WHAT IS REQUIRED | Where a line in the records below includes "service", pull that line out.

[Entries taken from a collection]
□ □ □

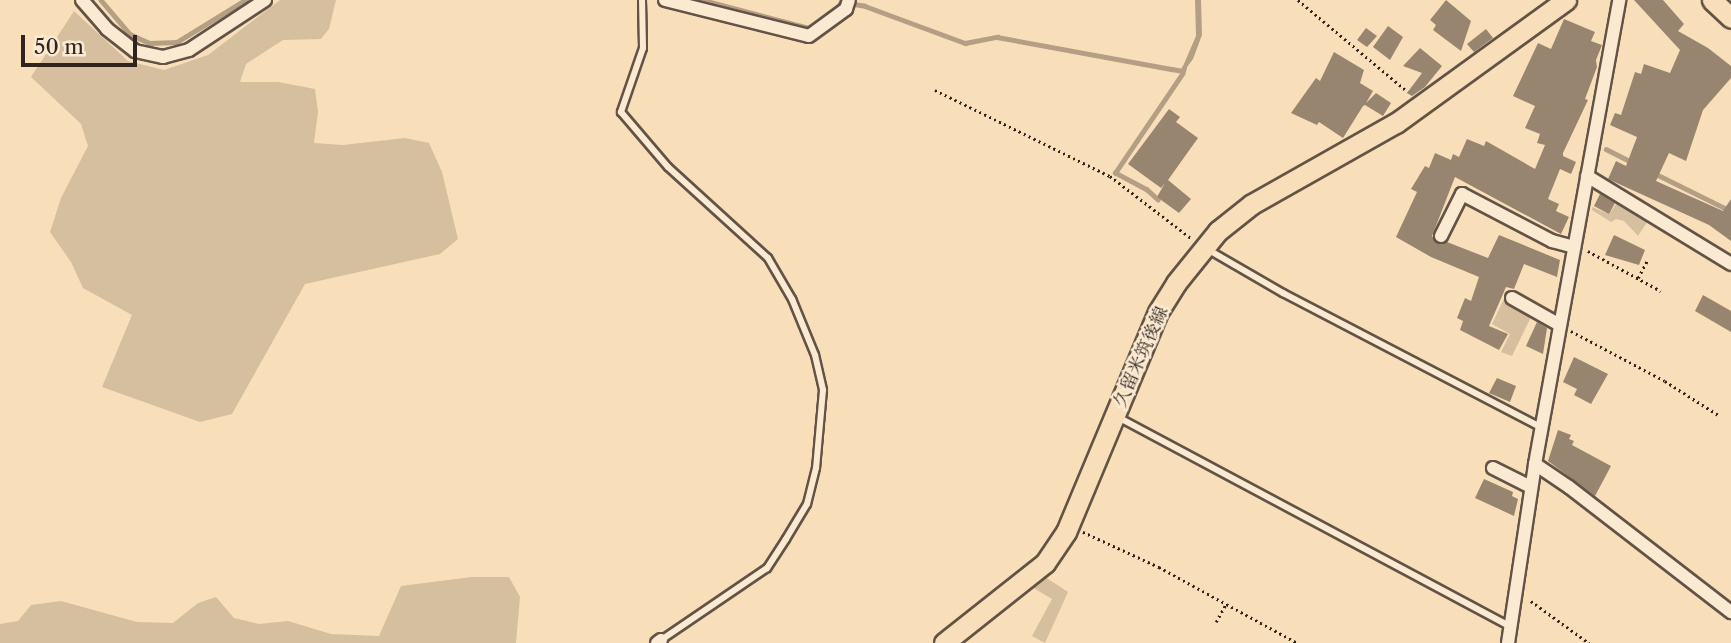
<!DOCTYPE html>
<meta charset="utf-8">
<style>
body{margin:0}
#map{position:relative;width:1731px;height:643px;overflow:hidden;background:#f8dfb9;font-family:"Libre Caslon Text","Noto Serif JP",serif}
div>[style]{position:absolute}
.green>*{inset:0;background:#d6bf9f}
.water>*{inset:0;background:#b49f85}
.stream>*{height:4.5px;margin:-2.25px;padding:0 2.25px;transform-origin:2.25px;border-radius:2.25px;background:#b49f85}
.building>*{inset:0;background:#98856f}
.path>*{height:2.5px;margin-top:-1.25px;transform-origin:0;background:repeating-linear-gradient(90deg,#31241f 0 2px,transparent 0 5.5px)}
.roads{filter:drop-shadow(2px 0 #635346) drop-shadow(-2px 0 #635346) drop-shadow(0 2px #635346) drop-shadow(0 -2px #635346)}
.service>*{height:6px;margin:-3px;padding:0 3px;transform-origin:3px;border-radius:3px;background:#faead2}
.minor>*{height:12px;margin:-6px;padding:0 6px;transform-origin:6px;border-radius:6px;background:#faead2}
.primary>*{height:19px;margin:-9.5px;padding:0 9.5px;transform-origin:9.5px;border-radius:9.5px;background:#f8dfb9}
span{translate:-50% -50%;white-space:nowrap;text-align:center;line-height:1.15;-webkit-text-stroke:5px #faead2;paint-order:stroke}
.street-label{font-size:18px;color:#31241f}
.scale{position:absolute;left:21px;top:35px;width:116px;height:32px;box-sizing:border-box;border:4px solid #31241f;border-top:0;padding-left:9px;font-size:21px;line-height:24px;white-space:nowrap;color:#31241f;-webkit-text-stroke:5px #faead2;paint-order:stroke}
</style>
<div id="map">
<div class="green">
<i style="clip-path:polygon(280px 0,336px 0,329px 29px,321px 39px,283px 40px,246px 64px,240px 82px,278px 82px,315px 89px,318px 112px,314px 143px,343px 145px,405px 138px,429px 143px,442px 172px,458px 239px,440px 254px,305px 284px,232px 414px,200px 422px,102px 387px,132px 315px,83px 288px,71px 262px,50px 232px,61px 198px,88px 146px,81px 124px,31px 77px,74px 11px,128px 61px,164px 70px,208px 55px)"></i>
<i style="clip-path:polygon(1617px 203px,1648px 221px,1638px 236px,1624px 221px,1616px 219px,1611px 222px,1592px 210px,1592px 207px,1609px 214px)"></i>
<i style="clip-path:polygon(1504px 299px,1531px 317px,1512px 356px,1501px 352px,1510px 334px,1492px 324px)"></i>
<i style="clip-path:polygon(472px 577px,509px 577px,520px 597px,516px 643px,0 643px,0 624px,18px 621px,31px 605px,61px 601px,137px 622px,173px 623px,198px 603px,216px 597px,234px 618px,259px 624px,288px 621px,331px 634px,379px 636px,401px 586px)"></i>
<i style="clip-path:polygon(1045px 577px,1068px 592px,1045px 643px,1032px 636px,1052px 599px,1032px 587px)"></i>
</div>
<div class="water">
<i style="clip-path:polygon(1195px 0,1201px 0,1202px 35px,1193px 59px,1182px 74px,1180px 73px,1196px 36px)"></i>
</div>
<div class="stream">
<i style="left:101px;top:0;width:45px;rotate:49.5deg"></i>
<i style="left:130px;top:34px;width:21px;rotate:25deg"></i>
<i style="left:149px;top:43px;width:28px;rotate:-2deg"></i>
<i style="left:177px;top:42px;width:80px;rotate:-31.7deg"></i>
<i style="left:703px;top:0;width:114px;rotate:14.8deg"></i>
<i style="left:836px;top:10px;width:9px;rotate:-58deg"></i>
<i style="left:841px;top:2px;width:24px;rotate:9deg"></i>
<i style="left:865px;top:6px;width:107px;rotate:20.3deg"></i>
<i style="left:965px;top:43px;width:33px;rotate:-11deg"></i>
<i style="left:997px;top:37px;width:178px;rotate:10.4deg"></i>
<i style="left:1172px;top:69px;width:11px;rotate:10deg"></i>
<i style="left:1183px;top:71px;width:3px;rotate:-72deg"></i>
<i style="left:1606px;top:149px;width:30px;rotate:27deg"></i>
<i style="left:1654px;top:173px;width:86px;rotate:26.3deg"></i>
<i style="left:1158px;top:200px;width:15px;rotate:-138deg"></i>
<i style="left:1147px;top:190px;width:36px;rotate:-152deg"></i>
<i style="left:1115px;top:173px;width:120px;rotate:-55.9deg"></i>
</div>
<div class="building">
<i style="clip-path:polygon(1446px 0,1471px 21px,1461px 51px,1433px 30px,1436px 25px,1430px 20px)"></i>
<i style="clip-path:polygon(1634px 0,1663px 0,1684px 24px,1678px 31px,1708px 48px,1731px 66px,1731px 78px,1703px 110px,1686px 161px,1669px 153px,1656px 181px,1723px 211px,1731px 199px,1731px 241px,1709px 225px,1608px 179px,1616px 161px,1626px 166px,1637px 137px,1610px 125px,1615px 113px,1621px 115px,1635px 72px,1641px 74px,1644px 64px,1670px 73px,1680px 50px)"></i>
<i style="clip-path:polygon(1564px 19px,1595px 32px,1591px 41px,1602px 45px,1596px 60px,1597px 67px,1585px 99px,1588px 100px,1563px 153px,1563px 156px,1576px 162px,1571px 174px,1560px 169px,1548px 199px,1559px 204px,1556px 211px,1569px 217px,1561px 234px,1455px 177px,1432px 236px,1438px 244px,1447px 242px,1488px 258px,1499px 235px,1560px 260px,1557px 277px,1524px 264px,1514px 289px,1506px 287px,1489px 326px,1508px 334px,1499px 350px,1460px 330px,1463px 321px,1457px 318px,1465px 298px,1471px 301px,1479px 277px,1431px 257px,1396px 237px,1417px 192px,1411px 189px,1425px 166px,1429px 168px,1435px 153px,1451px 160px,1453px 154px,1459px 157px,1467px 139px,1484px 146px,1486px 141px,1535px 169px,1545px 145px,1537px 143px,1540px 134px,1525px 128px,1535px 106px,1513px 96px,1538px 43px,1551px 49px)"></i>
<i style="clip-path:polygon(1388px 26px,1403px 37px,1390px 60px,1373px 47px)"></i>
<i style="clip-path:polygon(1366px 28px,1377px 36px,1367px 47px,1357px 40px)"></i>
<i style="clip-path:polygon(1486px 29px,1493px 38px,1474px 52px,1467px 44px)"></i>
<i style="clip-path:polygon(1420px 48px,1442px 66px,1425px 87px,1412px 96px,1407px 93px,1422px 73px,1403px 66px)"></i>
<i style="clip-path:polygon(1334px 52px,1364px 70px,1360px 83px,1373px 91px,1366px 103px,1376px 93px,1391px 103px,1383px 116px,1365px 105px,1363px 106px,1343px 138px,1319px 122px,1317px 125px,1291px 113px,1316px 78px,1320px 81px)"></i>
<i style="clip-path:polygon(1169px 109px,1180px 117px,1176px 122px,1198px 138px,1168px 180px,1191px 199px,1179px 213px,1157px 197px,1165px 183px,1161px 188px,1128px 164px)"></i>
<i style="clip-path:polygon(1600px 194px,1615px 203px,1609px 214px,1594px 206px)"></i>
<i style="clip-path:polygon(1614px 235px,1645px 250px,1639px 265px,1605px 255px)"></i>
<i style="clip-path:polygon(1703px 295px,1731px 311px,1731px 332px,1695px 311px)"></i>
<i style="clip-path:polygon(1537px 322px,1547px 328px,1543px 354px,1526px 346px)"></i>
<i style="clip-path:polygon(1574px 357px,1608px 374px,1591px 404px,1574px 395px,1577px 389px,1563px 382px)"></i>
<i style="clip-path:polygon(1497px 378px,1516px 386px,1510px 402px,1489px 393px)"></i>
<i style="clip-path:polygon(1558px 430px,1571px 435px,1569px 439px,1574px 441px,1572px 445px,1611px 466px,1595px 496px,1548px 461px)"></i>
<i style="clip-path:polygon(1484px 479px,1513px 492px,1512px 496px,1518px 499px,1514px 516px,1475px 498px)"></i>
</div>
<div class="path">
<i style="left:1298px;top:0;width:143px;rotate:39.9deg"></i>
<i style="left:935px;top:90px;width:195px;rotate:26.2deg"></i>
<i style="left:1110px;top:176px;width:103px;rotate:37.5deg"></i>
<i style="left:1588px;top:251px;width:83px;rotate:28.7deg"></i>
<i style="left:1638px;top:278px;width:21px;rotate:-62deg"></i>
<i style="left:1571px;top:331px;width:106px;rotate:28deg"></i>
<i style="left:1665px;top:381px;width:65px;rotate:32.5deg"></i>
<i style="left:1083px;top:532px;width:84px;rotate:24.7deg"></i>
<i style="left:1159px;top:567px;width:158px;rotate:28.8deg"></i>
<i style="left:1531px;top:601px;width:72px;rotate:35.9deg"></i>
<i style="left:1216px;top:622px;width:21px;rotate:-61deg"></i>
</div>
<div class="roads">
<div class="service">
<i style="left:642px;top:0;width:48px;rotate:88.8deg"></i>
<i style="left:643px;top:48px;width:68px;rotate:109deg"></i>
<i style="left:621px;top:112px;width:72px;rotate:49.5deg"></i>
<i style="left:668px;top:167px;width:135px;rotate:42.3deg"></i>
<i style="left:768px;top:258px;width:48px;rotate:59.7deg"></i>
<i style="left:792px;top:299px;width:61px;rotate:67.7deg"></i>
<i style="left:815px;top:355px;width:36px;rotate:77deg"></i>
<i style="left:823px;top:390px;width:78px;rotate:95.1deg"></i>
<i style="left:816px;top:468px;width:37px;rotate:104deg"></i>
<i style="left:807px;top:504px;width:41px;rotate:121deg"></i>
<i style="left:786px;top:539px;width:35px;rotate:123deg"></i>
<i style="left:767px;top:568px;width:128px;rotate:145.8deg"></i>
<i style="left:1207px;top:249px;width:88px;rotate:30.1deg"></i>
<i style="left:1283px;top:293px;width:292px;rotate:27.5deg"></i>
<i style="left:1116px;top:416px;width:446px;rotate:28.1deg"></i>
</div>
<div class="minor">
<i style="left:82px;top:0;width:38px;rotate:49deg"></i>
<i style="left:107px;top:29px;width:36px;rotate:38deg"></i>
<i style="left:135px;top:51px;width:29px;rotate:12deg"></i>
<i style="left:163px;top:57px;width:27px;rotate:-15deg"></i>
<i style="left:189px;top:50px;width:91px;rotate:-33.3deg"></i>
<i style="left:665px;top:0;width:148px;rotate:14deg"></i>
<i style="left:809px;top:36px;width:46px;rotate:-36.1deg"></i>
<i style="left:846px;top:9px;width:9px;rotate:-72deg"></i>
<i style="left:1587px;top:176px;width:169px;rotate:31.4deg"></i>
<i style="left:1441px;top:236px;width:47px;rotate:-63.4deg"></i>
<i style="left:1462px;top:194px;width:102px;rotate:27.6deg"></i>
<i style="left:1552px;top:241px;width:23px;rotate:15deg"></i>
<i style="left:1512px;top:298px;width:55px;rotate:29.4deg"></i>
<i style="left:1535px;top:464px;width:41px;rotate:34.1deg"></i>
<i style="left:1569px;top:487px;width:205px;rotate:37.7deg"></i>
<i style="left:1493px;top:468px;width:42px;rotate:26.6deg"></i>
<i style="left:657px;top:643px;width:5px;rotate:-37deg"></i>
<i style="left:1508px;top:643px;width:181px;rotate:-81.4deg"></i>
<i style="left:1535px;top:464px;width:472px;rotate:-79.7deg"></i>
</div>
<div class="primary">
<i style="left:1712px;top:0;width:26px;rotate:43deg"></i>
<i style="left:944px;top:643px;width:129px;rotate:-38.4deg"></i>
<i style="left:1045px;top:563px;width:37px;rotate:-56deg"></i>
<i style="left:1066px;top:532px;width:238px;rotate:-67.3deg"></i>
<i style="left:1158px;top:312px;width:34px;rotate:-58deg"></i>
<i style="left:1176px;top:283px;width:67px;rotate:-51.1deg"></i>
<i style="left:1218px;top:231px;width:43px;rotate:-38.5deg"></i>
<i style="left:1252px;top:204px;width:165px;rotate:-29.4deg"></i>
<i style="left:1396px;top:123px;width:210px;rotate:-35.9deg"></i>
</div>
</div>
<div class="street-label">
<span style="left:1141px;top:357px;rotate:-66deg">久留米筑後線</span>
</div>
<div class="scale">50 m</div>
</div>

□ □ □

REPLY TO THE TASK |
.service>*{height:6px;margin:-3px;padding:0 3px;transform-origin:3px;border-radius:3px;background:#faead2}
<div class="service">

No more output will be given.